По щеке его текла кровь, горячая, закапала мне на руки. Докука попытался улыбнуться. Но улыбка застыла, как на фотографии: один вечно длящийся момент, оскал зубов и уже черные глаза. Тело стало тяжелым и прижало меня, малосильного, к столу. Заголосила хозяйка.
Много смертей видел я до того и после, хоронил очень близких людей, но ни одна смерть не потрясла меня так, как самоубийство молодого офицера. Больше пятидесяти лет миновало, а передо мной все стоит его предсмертная улыбка-оскал. И глаза, у живого почему-то белые, у умирающего черные, как глубокие ямы.
Генерал помолчал. Задумчиво разгреб палочкой остывшую золу, выгреб несколько угольков, и они, освобожденные из-под пепла, сразу вспыхнули, как золотинки. Вечером угли словно спешат поскорее сгореть. А был уже вечер. Осенний день недолог. Мы и не заметили, как на вершинах самых высоких елей погас последний отблеск солнца. Сюда, на сосновый пригорок, из поросшей елью низины потянуло душной сыростью. Заметнее, чем днем, запахли грибы в генеральском кузовке. Привяли, что ли?
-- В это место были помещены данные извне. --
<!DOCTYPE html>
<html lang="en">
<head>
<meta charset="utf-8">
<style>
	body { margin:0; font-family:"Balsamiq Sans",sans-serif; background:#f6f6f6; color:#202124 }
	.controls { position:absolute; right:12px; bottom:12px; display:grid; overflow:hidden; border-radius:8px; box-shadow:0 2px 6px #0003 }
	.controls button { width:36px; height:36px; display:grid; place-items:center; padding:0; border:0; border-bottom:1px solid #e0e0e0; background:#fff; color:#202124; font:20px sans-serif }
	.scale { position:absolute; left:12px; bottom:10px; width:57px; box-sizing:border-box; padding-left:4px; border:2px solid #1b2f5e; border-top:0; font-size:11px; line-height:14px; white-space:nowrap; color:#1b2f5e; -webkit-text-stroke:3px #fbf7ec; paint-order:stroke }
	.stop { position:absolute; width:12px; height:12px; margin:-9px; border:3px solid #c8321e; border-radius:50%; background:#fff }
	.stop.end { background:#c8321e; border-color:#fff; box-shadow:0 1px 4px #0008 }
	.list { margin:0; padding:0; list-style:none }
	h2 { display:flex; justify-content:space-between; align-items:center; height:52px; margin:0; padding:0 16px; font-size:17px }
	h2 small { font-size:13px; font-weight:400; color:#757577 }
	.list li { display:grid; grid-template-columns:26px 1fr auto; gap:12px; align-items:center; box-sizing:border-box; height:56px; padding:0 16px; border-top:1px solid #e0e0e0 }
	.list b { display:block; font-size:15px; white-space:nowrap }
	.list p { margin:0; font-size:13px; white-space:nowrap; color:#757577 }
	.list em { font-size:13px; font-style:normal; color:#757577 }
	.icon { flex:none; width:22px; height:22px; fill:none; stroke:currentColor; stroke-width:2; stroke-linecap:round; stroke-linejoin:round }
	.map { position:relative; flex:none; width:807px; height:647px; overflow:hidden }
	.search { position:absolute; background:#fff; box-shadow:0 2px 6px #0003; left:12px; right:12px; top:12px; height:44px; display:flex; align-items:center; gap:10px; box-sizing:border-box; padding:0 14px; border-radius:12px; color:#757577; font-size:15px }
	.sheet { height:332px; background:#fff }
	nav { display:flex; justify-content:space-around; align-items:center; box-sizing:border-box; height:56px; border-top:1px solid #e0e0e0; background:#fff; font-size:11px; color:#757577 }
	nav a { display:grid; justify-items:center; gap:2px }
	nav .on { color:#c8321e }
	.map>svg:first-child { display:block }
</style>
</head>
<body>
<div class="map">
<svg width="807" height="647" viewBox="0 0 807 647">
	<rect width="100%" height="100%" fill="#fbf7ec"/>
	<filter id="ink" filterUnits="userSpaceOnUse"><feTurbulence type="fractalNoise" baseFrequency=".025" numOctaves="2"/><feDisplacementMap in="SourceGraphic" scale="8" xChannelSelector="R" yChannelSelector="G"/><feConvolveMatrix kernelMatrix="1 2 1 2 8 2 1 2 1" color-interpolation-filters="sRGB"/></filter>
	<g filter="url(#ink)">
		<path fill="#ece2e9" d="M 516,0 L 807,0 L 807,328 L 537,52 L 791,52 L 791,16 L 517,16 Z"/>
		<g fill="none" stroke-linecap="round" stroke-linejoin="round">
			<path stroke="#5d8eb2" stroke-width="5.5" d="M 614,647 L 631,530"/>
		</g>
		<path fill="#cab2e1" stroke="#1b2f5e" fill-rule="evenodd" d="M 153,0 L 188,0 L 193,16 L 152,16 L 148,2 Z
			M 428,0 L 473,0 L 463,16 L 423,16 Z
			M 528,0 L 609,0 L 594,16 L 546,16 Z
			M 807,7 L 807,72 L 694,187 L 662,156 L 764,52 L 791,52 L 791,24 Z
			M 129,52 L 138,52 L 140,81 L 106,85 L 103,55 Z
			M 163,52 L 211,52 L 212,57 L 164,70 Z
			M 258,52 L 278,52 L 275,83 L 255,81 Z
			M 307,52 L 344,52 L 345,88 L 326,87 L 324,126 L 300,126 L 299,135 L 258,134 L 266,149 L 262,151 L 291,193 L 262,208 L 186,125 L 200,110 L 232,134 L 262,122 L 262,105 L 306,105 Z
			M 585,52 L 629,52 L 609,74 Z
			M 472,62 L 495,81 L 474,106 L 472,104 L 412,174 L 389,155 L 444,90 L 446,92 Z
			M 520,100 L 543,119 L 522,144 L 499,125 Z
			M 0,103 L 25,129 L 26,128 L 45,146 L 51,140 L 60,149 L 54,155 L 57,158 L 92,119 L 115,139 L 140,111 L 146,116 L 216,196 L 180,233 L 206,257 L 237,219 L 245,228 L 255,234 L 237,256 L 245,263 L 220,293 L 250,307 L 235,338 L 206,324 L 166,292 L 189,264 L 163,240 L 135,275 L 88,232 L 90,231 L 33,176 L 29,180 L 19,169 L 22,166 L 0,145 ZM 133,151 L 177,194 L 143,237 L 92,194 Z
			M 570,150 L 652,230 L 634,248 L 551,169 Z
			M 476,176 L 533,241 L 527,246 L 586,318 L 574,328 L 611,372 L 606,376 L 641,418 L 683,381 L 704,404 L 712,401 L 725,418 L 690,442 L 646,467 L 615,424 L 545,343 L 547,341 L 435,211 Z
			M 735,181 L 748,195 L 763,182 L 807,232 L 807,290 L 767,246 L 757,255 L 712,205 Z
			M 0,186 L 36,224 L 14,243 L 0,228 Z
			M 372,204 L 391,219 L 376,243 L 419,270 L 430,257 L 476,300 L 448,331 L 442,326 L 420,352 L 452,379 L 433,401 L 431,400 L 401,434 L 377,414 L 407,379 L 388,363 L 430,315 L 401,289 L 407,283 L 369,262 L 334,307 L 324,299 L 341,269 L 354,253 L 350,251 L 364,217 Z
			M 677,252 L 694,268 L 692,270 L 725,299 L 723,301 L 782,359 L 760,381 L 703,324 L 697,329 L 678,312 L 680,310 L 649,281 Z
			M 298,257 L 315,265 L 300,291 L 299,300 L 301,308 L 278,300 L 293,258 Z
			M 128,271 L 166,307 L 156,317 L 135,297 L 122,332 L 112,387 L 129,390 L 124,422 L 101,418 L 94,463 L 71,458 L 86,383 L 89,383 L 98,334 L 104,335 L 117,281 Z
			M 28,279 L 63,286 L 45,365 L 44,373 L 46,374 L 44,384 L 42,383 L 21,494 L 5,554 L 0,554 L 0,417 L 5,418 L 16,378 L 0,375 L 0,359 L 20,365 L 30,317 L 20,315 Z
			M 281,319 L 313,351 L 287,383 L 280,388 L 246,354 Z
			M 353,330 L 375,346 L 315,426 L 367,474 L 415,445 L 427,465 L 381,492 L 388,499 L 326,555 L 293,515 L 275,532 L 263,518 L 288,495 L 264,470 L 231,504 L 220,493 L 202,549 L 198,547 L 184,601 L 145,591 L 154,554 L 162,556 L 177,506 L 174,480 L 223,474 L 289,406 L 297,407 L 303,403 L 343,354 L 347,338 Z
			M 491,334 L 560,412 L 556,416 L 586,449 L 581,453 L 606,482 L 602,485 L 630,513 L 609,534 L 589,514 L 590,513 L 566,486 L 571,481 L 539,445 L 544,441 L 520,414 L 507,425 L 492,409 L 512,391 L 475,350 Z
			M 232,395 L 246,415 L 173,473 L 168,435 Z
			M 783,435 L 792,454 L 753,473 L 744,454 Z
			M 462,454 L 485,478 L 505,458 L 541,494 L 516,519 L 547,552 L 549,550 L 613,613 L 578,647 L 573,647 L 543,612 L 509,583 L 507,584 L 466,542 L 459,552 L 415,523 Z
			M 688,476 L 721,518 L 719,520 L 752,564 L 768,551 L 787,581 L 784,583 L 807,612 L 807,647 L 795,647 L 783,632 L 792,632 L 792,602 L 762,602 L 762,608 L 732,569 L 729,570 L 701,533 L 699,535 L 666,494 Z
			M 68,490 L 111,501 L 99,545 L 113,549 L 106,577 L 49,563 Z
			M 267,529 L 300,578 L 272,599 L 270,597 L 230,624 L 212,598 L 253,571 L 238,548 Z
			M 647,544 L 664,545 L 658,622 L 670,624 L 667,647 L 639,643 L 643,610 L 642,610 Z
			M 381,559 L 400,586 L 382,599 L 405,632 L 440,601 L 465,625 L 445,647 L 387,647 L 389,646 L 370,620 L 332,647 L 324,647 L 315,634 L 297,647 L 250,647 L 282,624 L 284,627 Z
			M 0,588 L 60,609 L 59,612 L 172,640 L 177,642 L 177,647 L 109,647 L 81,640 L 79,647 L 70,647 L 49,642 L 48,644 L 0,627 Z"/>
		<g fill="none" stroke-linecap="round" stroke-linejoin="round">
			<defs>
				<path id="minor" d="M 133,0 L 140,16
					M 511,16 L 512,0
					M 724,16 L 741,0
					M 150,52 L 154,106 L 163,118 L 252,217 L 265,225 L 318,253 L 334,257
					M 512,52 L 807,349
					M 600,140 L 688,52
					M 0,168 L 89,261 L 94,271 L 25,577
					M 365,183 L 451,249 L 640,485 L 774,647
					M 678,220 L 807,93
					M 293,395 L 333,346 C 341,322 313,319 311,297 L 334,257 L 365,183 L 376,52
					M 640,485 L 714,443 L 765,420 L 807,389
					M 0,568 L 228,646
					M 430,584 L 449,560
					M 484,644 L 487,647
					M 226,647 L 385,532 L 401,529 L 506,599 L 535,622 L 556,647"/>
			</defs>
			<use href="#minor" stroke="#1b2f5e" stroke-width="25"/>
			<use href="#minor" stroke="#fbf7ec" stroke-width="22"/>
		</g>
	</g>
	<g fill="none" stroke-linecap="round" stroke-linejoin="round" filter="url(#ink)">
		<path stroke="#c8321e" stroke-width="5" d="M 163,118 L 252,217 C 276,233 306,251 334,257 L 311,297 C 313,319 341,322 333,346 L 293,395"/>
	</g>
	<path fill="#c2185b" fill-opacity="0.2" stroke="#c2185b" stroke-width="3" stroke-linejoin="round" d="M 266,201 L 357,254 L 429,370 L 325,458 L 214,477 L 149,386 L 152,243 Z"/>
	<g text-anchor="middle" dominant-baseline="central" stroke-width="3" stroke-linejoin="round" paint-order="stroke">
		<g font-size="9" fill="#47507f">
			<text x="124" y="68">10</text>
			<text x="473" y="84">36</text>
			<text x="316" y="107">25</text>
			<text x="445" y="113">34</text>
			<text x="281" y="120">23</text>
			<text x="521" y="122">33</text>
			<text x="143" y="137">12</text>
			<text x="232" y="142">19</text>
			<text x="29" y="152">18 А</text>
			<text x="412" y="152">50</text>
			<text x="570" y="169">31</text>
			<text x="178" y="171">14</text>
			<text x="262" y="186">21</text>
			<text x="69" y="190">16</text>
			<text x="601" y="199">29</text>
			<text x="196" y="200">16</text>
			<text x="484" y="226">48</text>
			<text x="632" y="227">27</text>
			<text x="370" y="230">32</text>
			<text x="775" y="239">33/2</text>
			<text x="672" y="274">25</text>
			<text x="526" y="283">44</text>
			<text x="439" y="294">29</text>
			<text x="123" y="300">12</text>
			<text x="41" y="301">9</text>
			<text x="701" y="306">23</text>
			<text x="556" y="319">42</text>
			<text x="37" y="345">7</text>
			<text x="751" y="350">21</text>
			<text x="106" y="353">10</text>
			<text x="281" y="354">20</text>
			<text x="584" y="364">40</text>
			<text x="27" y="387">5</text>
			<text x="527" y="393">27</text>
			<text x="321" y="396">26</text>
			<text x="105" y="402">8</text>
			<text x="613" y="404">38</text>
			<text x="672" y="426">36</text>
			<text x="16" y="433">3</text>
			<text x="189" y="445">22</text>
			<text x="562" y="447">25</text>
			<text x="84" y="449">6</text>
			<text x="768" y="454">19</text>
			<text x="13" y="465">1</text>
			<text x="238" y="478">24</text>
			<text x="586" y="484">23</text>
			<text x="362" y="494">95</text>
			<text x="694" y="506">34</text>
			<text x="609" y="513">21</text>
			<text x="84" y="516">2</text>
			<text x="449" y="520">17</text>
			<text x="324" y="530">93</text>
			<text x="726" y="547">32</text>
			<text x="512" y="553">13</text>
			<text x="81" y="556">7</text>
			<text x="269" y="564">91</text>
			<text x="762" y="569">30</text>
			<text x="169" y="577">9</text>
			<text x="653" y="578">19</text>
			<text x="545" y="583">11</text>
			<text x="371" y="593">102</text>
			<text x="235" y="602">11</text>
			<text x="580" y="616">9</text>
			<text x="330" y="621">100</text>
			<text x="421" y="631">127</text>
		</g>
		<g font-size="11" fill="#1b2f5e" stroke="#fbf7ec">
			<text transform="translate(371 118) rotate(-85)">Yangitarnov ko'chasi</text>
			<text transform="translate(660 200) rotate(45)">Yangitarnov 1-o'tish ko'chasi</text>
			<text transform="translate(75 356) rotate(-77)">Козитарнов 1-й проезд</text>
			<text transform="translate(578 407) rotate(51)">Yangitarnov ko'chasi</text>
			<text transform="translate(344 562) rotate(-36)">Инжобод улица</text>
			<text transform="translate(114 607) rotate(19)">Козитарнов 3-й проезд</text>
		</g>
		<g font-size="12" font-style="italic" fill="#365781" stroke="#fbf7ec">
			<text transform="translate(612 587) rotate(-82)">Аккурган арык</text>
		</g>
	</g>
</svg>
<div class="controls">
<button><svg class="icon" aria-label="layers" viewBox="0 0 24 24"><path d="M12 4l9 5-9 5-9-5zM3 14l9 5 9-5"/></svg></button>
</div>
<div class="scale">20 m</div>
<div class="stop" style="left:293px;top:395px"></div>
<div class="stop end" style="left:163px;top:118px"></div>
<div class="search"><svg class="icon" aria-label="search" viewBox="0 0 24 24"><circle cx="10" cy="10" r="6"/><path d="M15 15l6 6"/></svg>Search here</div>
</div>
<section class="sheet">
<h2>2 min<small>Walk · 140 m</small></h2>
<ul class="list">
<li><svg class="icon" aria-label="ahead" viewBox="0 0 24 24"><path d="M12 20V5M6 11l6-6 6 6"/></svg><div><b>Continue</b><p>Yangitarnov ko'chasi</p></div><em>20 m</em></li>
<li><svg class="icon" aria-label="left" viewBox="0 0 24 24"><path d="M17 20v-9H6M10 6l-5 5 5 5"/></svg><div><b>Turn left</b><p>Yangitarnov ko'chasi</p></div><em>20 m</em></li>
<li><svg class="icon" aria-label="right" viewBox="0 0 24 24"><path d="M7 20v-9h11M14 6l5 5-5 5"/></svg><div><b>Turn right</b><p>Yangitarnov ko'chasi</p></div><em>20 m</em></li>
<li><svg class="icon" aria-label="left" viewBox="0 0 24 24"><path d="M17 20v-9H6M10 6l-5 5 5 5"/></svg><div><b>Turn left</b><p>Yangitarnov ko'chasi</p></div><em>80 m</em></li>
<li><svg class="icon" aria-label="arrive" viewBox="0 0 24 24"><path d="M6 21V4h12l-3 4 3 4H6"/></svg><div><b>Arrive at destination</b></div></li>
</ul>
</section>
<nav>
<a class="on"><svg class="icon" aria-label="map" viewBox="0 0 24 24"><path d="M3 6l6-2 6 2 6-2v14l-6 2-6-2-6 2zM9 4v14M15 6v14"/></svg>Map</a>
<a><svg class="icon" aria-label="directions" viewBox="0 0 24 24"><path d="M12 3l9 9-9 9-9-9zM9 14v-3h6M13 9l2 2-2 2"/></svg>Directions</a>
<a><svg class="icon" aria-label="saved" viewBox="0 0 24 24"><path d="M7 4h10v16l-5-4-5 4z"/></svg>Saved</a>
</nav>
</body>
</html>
Михась взглянул на часы и, как человек деликатный, заметил:
— Трудно мне, старику, вести машину с фарами. Слепят встречные.
Тогда генерал закруглился:
— На этом, пожалуй, можно закончить историю окопной жизни местного паренька Пилипа Жменьки.
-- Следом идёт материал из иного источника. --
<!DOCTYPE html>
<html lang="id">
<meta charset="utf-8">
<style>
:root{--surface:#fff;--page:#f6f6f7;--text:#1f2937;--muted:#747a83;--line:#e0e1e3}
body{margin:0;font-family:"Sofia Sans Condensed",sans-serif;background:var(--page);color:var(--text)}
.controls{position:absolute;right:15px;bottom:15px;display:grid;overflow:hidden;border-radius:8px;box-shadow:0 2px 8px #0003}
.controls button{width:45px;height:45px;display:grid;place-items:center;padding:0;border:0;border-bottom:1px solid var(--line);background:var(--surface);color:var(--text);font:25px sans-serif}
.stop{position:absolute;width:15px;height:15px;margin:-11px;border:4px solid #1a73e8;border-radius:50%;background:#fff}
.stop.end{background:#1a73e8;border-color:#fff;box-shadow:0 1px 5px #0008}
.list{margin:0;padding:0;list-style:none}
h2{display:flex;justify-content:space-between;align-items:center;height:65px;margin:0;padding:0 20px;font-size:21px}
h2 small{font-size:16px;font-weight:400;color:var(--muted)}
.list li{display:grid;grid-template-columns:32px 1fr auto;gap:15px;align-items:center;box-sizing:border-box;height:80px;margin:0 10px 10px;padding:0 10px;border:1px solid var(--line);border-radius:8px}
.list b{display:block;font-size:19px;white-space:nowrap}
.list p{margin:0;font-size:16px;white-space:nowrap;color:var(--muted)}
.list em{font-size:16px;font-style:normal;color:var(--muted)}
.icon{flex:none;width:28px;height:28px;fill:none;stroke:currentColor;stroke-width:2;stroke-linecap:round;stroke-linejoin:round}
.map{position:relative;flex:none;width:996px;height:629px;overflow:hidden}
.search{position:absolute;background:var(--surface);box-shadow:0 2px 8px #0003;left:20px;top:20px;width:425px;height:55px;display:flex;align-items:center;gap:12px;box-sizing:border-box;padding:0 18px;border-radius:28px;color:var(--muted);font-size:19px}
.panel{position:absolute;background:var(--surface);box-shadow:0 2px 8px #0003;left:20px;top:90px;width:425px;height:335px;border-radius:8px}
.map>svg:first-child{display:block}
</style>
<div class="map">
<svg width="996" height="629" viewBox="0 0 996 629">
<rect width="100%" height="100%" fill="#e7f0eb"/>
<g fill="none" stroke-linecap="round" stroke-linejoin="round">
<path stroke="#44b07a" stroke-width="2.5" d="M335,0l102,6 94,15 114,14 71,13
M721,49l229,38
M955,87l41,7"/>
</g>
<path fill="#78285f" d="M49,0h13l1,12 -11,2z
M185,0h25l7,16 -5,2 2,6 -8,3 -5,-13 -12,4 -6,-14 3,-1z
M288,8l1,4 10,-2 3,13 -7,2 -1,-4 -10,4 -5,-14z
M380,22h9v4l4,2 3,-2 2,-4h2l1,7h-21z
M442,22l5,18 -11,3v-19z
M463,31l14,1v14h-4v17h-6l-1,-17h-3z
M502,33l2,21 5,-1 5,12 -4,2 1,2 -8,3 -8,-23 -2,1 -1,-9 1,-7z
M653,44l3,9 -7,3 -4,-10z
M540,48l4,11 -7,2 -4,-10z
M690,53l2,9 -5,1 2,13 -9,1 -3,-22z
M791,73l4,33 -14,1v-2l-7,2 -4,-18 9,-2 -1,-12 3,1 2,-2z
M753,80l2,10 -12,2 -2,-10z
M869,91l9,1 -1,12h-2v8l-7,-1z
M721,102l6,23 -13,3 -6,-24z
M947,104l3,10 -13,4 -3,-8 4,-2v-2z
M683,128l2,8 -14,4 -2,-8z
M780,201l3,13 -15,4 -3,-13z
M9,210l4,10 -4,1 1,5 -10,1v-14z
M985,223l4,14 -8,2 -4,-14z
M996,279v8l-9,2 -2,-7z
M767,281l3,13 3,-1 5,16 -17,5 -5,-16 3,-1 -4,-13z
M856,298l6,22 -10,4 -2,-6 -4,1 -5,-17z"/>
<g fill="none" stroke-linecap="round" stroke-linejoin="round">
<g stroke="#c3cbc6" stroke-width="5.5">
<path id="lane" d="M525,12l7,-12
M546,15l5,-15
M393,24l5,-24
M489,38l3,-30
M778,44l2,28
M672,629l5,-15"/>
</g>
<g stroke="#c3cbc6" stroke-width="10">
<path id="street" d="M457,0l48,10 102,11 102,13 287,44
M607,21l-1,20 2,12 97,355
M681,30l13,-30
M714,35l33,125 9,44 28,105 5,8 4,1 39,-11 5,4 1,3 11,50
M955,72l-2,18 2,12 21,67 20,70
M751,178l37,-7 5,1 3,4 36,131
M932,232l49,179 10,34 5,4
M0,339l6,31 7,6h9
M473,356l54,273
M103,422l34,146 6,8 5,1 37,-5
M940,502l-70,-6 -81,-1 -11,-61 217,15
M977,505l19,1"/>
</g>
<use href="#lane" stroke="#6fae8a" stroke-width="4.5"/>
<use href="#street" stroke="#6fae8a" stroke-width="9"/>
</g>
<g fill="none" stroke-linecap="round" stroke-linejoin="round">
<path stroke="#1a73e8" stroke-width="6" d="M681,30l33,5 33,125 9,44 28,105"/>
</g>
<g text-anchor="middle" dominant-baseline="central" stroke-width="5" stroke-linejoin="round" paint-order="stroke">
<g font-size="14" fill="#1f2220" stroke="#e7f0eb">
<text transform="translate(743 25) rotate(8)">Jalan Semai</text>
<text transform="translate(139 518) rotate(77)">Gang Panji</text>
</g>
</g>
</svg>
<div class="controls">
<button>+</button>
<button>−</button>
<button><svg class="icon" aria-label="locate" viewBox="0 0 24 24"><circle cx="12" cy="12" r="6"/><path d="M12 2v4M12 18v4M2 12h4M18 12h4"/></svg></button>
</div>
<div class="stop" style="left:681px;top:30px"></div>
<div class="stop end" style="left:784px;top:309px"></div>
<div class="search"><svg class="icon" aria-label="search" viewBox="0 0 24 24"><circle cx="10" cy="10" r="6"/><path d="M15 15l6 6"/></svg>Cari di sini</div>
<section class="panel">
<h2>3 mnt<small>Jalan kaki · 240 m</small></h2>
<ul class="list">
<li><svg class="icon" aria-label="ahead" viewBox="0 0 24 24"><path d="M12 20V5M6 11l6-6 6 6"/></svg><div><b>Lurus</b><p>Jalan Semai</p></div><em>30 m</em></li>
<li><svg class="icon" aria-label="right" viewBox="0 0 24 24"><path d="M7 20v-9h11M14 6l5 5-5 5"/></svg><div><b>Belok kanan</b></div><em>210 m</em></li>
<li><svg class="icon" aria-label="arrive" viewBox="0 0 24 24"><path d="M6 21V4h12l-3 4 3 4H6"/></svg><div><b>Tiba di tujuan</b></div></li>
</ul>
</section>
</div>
— И это все? — несколько разочарованно спросил я. Естественно, что мое профессиональное любопытство взбунтовалось: полдня генерал рассказывал, а до главного — до встречи с Лениным — так и не дошел.
Филипп Григорьевич, видно, заметил мое разочарование и засмеялся:
— Как может быть все, если я вон еще сколько прожил! В четырех войнах воевал. Но если в таком темпе крутить ленту моей жизни, то мы не только заночуем здесь, но и зазимуем. Поехали!
Когда, трясясь по корневищам, выбирались из лесу на шоссе, я сказал:
— Такой водитель, как Михаил Михайлович, будет везти нас часа два.
— Долечу за полтора, — отозвался Михась.
— Но и этого, Филипп Григорьевич, достаточно, чтобы поставить хотя бы маленькую точку. Представьте, если б я подсунул читателям неоконченный рассказ? Что бы они подумали об авторе?